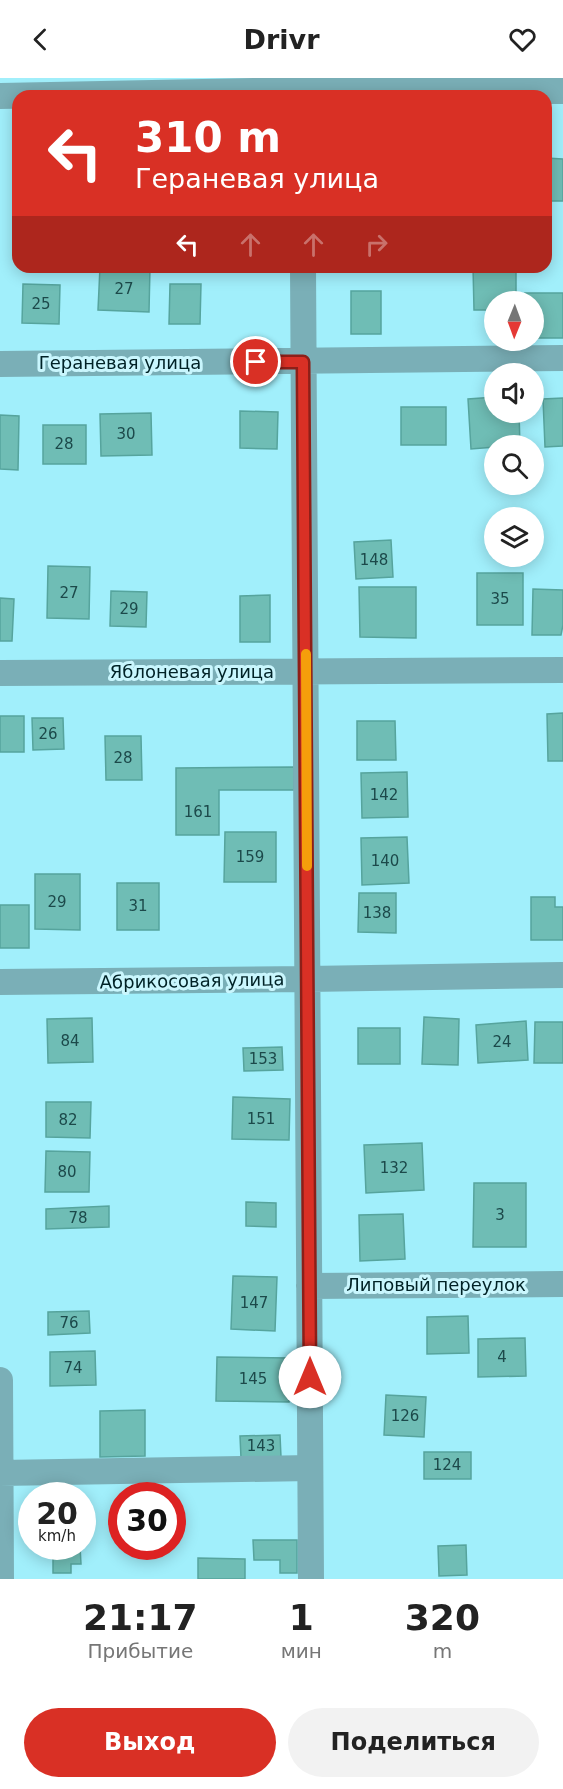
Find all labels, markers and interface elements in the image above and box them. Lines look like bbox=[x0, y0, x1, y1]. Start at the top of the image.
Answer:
icon: back bbox=[24, 23, 57, 56]
icon: heart bbox=[506, 23, 539, 56]
text: Drivr bbox=[244, 24, 319, 55]
text: 310 m bbox=[135, 113, 281, 162]
icon: left bbox=[36, 114, 114, 192]
text: Гераневая улица bbox=[135, 163, 379, 194]
icon: left bbox=[171, 228, 204, 261]
icon: ahead bbox=[234, 228, 267, 261]
icon: ahead bbox=[297, 228, 330, 261]
icon: right bbox=[360, 228, 393, 261]
house number: 27 bbox=[114, 280, 134, 298]
north arrow bbox=[484, 291, 544, 351]
map controls bbox=[484, 291, 544, 567]
house number: 25 bbox=[31, 295, 51, 313]
pin bbox=[230, 336, 281, 387]
icon: arrive bbox=[239, 345, 272, 378]
street label: Гераневая улица bbox=[39, 352, 201, 373]
button: sound bbox=[484, 363, 544, 423]
house number: 30 bbox=[116, 425, 136, 443]
house number: 28 bbox=[54, 435, 74, 453]
button: search bbox=[484, 435, 544, 495]
button: layers bbox=[484, 507, 544, 567]
house number: 148 bbox=[360, 551, 388, 569]
house number: 27 bbox=[59, 584, 79, 602]
house number: 35 bbox=[490, 590, 510, 608]
house number: 29 bbox=[119, 600, 139, 618]
street label: Яблоневая улица bbox=[110, 661, 274, 682]
house number: 26 bbox=[38, 725, 58, 743]
house number: 28 bbox=[113, 749, 133, 767]
house number: 142 bbox=[370, 786, 398, 804]
house number: 161 bbox=[184, 803, 212, 821]
house number: 159 bbox=[236, 848, 264, 866]
house number: 140 bbox=[371, 852, 399, 870]
house number: 29 bbox=[47, 893, 67, 911]
house number: 31 bbox=[128, 897, 148, 915]
house number: 138 bbox=[363, 904, 391, 922]
street label: Абрикосовая улица bbox=[99, 968, 284, 993]
house number: 84 bbox=[60, 1032, 80, 1050]
house number: 24 bbox=[492, 1033, 512, 1051]
house number: 153 bbox=[249, 1050, 277, 1068]
house number: 151 bbox=[247, 1110, 275, 1128]
house number: 82 bbox=[58, 1111, 78, 1129]
house number: 132 bbox=[380, 1159, 408, 1177]
house number: 80 bbox=[57, 1163, 77, 1181]
house number: 3 bbox=[495, 1206, 505, 1224]
house number: 78 bbox=[68, 1209, 88, 1227]
street label: Липовый переулок bbox=[346, 1274, 526, 1295]
house number: 147 bbox=[240, 1294, 268, 1312]
house number: 76 bbox=[59, 1314, 79, 1332]
position arrow bbox=[278, 1345, 342, 1409]
house number: 4 bbox=[497, 1348, 507, 1366]
house number: 74 bbox=[63, 1359, 83, 1377]
house number: 145 bbox=[239, 1370, 267, 1388]
house number: 126 bbox=[391, 1407, 419, 1425]
house number: 143 bbox=[247, 1437, 275, 1455]
house number: 124 bbox=[433, 1456, 461, 1474]
speed limit sign: 30 bbox=[108, 1482, 186, 1560]
text: 20 bbox=[36, 1496, 78, 1531]
text: km/h bbox=[38, 1527, 76, 1545]
text: 21:17 bbox=[83, 1597, 198, 1638]
text: 1 bbox=[289, 1597, 314, 1638]
text: 320 bbox=[405, 1597, 480, 1638]
text: Прибытие bbox=[87, 1639, 193, 1663]
text: мин bbox=[281, 1639, 322, 1663]
text: m bbox=[433, 1639, 452, 1663]
button: Выход bbox=[24, 1708, 276, 1777]
button: Поделиться bbox=[288, 1708, 539, 1777]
------
Aim of the exercise:
Apply a filter for "улица" to the data above, then copy each line that matches.

Finished task:
text: Гераневая улица bbox=[135, 163, 379, 194]
street label: Гераневая улица bbox=[39, 352, 201, 373]
street label: Яблоневая улица bbox=[110, 661, 274, 682]
street label: Абрикосовая улица bbox=[99, 968, 284, 993]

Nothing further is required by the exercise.